Les personnes se disant solidaires d’une cause doivent être prêtes à s’acquitter de la lourde charge du travail correspondant. Elles devraient se rappeler de leurs privilèges, les affronter constamment et les défaire afin de se servir de leurs propres personnes comme d’outils permettant d’amplifier les voix et les principes des mouvements desquels elles se disent solidaires, plutôt que de devenir la voix ou l’incarnation de la lutte elle-même. Elles ne devraient pas attendre de gratitude et de médailles d’honneur pour avoir simplement effectué des actions éthiquement correctes, et certainement pas de la part de personnes marginalisées qui sont simplement contentes que quelqu’un.e parle de leur lutte existentielle.
De la charité à la solidarité, de l’enseignement à l’apprentissage
Le mouvement kurde pour la liberté se sert « de la critique et de l’auto-critique » comme de mécanismes productifs et éthiques permettant à une personne, aux autres et au groupe de s’améliorer. Critiquer les autres implique d’être capable de se critiquer soi-même. La critique n’a pas pour objectif de blesser les autres, elle est basée fondamentalement sur l’empathie, l’honnêteté et l’envie de résoudre les problèmes.
Les actions solidaires n’immunisent pas une personne de la critique. Au contraire, elle y est nécessaire. Elles se fondent même dessus, afin de pouvoir être éthiquement correctes. Mais, à ce jour, les actions solidaires de la gauche euro-centrée sont largement dépourvues de ce type de critique, ce qui met en évidence les obstacles majeurs de la gauche occidentale pour s’organiser ou même mener des discussions sur des bases saines, ce qu’elle est incapable de faire actuellement. Fondamentalement, un.e vrai.e révolutionnaire est une personne qui commence le processus de révolution de façon interne et qui commence par elle-même.
La solidarité n’est pas une action de charité mais un processus horizontal, multi-dimensionnel, éducatif et multi-directionnel qui contribue à l’émancipation de toutes les personnes impliquées.
Être solidaire signifie se mettre au même niveau les un.e.s avec les autres, de résister côte à côte.
Cela signifie partager des compétences, des expériences, des connaissances et des idées sans perpétuer les relations fondées sur le pouvoir. La différence entre la charité et la solidarité est que dans un cas une personne est « inspirée » par une autre et veut lui enseigner quelque chose, tandis que dans l’autre, les individus s’appellent « camarades » entre eux et veulent apprendre.

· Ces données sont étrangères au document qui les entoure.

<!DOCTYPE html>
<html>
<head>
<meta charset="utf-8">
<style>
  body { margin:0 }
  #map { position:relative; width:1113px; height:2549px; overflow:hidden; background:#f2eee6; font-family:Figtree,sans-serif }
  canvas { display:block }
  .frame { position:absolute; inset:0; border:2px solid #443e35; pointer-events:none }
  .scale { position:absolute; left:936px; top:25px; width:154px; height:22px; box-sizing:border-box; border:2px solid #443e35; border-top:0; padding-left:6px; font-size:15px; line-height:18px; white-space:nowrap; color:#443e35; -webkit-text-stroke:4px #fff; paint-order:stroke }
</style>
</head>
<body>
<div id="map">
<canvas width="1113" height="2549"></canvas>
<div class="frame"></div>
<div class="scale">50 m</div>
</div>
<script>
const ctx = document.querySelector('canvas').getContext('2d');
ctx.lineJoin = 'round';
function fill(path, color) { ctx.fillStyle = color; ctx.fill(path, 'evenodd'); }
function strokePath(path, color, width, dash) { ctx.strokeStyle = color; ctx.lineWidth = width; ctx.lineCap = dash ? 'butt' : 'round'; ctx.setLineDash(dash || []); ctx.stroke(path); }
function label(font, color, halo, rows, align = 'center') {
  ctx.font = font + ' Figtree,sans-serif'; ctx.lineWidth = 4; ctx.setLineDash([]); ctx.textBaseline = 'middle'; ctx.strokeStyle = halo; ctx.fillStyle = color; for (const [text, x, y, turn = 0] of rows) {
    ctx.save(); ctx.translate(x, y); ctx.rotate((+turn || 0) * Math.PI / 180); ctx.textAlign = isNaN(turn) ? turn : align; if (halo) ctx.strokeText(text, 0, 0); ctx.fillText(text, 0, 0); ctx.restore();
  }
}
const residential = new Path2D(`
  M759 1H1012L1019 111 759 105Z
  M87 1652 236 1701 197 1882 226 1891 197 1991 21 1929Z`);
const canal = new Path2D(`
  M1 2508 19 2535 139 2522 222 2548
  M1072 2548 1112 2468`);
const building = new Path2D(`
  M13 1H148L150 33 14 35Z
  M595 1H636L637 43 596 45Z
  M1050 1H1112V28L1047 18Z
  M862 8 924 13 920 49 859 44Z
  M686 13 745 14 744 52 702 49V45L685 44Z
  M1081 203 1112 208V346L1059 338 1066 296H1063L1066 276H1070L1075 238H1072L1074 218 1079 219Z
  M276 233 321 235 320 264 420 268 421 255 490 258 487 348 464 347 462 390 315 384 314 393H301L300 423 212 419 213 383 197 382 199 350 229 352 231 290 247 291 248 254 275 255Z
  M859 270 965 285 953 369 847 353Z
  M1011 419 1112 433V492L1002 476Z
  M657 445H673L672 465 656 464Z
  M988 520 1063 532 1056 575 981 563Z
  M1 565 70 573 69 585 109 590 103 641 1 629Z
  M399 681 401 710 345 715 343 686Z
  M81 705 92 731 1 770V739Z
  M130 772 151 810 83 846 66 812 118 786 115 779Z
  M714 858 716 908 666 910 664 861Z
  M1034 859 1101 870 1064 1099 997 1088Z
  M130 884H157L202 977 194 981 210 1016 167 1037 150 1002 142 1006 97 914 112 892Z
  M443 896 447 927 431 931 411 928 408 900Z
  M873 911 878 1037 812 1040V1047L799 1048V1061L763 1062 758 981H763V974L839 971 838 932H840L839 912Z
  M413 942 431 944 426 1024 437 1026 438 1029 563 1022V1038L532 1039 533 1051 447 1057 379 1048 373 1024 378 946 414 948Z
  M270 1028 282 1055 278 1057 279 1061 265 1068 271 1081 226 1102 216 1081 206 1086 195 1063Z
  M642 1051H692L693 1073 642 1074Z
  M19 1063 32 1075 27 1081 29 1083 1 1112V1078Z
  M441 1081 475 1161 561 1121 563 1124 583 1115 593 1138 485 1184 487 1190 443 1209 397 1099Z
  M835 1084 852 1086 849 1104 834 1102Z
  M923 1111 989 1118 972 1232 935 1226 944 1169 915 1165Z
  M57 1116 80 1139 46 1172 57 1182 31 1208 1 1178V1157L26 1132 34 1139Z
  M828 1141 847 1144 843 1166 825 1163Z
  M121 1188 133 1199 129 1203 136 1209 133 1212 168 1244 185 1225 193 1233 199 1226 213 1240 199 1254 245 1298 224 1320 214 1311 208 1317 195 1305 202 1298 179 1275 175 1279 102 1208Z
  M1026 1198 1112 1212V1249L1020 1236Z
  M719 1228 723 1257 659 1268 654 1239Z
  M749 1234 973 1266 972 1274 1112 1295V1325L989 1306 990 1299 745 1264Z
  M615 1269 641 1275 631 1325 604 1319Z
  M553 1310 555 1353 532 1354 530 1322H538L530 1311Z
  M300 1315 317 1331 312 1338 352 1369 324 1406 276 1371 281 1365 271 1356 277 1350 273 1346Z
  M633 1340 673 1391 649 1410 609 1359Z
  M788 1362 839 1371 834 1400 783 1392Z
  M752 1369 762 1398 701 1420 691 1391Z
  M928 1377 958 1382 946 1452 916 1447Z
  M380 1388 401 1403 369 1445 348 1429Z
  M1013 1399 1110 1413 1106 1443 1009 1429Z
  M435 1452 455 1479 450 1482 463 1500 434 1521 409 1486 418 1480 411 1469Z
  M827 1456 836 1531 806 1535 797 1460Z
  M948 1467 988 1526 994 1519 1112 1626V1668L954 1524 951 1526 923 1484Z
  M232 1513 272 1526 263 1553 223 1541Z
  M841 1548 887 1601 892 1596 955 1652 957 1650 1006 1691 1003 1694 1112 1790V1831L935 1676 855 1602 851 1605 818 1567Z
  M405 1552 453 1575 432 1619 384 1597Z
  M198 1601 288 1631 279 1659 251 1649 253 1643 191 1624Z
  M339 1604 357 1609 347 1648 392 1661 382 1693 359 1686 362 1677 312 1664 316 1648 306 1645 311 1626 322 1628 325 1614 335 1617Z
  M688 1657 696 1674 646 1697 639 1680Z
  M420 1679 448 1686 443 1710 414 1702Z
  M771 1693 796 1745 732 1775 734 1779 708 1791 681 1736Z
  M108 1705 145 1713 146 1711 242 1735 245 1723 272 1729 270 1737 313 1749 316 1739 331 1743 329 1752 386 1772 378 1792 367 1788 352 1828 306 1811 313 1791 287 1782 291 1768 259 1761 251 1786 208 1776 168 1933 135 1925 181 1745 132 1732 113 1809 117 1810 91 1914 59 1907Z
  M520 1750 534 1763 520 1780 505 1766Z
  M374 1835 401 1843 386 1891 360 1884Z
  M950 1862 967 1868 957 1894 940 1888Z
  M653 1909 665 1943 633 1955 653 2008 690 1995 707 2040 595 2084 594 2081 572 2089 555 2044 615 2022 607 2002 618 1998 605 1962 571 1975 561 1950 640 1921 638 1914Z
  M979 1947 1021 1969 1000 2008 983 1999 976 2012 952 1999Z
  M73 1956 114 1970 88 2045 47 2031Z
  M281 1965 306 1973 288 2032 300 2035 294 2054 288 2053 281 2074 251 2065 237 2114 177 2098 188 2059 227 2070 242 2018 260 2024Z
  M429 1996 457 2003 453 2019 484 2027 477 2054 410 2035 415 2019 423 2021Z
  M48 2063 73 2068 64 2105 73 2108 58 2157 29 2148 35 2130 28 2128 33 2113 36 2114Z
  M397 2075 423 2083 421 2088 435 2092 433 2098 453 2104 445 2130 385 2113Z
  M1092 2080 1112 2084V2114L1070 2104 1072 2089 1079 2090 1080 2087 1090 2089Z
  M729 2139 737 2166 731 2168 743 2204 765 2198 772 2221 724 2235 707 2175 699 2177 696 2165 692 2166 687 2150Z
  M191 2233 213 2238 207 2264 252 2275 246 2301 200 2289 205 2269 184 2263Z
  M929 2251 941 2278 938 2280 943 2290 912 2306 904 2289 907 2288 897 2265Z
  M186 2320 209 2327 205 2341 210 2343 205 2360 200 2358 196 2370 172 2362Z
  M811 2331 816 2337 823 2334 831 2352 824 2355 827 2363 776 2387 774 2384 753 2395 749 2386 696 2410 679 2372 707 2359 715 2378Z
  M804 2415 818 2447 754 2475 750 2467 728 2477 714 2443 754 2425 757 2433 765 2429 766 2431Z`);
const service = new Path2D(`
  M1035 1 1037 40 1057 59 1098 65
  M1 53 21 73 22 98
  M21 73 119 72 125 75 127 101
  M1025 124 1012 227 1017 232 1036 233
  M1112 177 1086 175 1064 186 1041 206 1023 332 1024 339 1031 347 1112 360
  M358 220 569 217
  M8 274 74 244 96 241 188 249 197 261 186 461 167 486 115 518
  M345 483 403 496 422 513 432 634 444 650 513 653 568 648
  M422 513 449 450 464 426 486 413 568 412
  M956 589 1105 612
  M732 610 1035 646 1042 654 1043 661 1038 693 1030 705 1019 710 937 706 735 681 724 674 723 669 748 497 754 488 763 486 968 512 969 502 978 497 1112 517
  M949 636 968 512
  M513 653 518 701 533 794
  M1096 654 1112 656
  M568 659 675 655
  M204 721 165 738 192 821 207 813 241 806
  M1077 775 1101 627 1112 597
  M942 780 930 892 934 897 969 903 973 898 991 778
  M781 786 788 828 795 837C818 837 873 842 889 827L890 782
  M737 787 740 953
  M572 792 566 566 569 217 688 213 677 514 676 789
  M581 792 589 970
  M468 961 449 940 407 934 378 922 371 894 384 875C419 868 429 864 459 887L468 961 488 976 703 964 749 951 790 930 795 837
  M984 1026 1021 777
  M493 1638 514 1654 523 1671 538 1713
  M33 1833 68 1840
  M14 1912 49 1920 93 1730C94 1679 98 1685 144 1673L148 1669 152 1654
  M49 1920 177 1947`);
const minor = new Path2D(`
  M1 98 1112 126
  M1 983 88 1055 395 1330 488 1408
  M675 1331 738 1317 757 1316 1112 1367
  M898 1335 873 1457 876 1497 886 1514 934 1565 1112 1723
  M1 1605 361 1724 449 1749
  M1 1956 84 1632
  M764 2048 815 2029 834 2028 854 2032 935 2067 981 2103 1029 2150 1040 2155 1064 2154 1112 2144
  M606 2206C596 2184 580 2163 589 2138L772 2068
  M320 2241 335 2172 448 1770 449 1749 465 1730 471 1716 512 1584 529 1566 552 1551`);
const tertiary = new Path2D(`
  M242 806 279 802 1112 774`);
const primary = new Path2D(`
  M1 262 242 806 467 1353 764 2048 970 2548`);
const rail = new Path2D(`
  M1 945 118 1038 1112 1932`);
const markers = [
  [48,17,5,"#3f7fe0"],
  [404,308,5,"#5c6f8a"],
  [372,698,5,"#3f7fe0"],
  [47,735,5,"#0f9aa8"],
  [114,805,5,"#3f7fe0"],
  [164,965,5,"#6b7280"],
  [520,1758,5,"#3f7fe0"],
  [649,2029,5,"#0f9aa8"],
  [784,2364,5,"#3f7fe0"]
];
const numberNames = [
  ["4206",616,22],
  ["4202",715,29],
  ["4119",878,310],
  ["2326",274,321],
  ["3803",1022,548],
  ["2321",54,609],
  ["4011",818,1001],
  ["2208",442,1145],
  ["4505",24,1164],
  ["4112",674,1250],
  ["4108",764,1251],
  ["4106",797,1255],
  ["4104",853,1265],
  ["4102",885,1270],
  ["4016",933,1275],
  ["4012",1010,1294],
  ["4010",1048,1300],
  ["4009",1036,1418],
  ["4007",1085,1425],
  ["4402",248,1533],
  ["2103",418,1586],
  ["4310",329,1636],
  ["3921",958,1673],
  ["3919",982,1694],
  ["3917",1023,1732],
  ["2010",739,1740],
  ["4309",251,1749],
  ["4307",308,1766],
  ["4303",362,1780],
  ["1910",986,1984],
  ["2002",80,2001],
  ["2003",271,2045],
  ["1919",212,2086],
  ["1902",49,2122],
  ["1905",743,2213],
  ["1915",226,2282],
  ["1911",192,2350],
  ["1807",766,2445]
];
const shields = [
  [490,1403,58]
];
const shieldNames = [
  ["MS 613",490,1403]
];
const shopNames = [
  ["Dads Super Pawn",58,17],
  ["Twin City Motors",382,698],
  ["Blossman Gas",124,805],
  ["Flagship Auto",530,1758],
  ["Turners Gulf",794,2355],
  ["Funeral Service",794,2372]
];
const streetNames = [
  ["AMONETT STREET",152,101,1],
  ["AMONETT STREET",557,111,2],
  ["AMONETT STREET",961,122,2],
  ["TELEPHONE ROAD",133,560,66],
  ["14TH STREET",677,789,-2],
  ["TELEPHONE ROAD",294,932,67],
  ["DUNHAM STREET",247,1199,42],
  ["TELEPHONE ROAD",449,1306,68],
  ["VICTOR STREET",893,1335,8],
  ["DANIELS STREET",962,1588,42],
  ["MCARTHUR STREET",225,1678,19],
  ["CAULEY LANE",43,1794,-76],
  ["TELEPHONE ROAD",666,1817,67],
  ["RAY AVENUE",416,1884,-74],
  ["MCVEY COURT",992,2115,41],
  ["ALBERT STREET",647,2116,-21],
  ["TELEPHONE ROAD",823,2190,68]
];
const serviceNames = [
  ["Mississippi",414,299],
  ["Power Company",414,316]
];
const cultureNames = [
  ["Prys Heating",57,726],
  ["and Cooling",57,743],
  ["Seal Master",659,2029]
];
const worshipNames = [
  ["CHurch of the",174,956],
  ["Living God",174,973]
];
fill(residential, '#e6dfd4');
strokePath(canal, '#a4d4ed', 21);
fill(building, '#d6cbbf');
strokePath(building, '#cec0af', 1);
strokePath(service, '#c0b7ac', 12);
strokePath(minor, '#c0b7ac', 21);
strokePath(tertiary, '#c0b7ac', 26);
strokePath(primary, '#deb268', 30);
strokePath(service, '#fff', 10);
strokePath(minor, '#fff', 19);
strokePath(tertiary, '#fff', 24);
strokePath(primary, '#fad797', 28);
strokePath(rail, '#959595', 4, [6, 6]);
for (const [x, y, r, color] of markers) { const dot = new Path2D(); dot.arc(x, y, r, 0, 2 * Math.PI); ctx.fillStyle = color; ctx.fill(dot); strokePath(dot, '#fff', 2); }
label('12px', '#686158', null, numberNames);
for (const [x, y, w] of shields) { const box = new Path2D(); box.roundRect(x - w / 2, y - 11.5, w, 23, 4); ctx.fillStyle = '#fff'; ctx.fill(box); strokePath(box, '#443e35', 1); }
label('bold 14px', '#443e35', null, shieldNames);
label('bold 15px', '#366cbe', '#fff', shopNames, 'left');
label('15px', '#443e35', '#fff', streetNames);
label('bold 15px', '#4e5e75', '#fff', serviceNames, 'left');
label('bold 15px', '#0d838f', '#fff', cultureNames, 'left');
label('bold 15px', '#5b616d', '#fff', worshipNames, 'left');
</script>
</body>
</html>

Pour s’attaquer à ces problèmes, il n’est pas suffisant que chaque personne fasse sa propre critique. En réalité, nous avons besoin d’un nouveau paradigme de solidarité, dans lequel nous remettrions systématiquement en cause l’appropriation et l’abus de pouvoir et dans lequel nous mettrions en place des mécanismes d’éducation mutuelle et d’échange de points de vue dont nous nous assurerions de la validité.
La solidarité, à la base, cela signifie respecter et compatir avec les luttes les un.e.s des autres et se voir tou.te.s comme luttant du même côté quand on entame une démarche d’auto-libération mutuelle, sans ignorer les différents points de départ et contextes, les différentes histoires et identités. La plus grande récompense pour une solidarité véritable est le fait que toutes les personnes impliquées apprennent ensemble à organiser et à s’organiser. Par conséquent, dans l’absolu, comme le soulignent les personnes du Chiapas ou du Kurdistan par exemple, la solidarité cela signifie « allez faire la révolution chez vous ! ».
Les politiques d’identité sans aspect internationaliste seront toujours limitées, car elles ne peuvent pas apporter une plus grande émancipation dans un système global d’oppression et de violence, de la même manière que l’internationalisme sans respect des luttes ancrées localement restera superficiel et sans succès, car il ne reconnaît pas les profondes complexités des différentes causes des cris d’appels à la paix.
Renforcer mes bases renforcera les tiennes également, et c’est là la seule méthode d’interaction avec laquelle nous pourrons combattre l’ordre sexiste, raciste, impérialiste, capitaliste et meurtrier du monde.